An allele (, ; ; modern formation from Greek ἄλλος állos, "other") is a variation of the same sequence of nucleotides at the same place on a long DNA molecule, as described in leading textbooks on genetics and evolution.

The word "Allele" is a short form of "allelomorph".
"The chromosomal or genomic location of a gene or any other genetic element is called a locus (plural: loci) and alternative DNA sequences at a locus are called alleles."

The simplest alleles are single nucleotide polymorphisms (SNP), but they can also be insertions and deletions of up to several thousand base pairs.

Popular definitions of 'allele' typically refer only to different alleles within genes. For example, the ABO blood grouping is controlled by the ABO gene, which has six common alleles (variants).
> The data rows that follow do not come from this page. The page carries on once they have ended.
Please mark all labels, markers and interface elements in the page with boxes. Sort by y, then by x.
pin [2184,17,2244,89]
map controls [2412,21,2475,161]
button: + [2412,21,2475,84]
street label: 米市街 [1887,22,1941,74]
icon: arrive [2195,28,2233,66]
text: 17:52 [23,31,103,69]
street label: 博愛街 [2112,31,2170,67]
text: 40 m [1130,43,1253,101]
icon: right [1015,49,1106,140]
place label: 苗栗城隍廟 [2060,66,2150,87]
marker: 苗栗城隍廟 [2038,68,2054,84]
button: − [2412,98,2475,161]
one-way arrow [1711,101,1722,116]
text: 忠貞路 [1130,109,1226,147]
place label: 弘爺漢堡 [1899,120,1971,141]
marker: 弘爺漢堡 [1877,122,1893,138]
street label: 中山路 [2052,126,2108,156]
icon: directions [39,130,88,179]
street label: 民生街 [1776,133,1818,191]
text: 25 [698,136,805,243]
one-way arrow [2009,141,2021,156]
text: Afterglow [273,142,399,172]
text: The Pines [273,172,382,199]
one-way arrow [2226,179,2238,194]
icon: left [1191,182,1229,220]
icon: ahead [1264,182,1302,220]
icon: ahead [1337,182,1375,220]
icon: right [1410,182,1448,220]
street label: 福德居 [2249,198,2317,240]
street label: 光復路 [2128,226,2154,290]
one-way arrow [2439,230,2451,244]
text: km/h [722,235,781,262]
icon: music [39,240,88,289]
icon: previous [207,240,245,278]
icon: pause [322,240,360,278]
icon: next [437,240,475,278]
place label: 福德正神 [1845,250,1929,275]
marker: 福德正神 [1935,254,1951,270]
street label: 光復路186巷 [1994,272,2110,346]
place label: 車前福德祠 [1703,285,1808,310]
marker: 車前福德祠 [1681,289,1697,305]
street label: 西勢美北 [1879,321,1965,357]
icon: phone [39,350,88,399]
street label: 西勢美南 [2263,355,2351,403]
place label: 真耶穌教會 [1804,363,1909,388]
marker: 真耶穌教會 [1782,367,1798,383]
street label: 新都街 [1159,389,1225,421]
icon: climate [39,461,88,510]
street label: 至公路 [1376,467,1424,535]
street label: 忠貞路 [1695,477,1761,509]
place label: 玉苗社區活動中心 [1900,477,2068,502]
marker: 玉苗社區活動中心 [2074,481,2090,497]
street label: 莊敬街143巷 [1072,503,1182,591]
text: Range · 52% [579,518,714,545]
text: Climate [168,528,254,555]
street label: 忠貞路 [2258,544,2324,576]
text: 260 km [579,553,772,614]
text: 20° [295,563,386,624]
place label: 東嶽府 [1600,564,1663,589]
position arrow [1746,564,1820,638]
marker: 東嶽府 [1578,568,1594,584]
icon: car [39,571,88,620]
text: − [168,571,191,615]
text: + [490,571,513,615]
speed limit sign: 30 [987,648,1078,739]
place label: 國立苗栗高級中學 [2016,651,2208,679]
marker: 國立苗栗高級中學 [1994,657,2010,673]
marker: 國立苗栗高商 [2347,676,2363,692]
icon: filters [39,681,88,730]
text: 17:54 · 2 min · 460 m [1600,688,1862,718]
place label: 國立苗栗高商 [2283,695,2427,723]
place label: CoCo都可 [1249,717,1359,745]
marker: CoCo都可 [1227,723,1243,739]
In population genetics, nearly every living human's phenotype for the ABO gene is some combination of just these six alleles.

Most alleles observed result in little or no change in the function of the gene product it codes for. However, sometimes, different alleles can result in different observable phenotypic traits, such as different pigmentation. A notable example of this is Gregor Mendel's discovery that the white and purple flower colors in pea plants were the result of a single gene with two alleles.

Nearly all multicellular organisms have two sets of chromosomes at some point in their biological life cycle; that is, they are diploid. In this case, the chromosomes can be paired. Each chromosome in the pair contains the same genes in the same order, and place, along the length of the chromosome. For a given gene, if the two chromosomes contain the same allele, they, and the organism, are homozygous with respect to that gene. If the alleles are different, they, and the organism, are heterozygous with respect to that gene.

Etymology
The word "allele" is a short form of allelomorph ("other form", a word coined by British geneticists William Bateson and Edith Rebecca Saunders), which was used in the early days of genetics to describe variant forms of a gene detected as different phenotypes. It derives from the Greek prefix ἀλληλο-, allelo-, meaning "mutual", "reciprocal", or "each other", which itself is related to the Greek adjective ἄλλος, allos (cognate with Latin alius), meaning "other".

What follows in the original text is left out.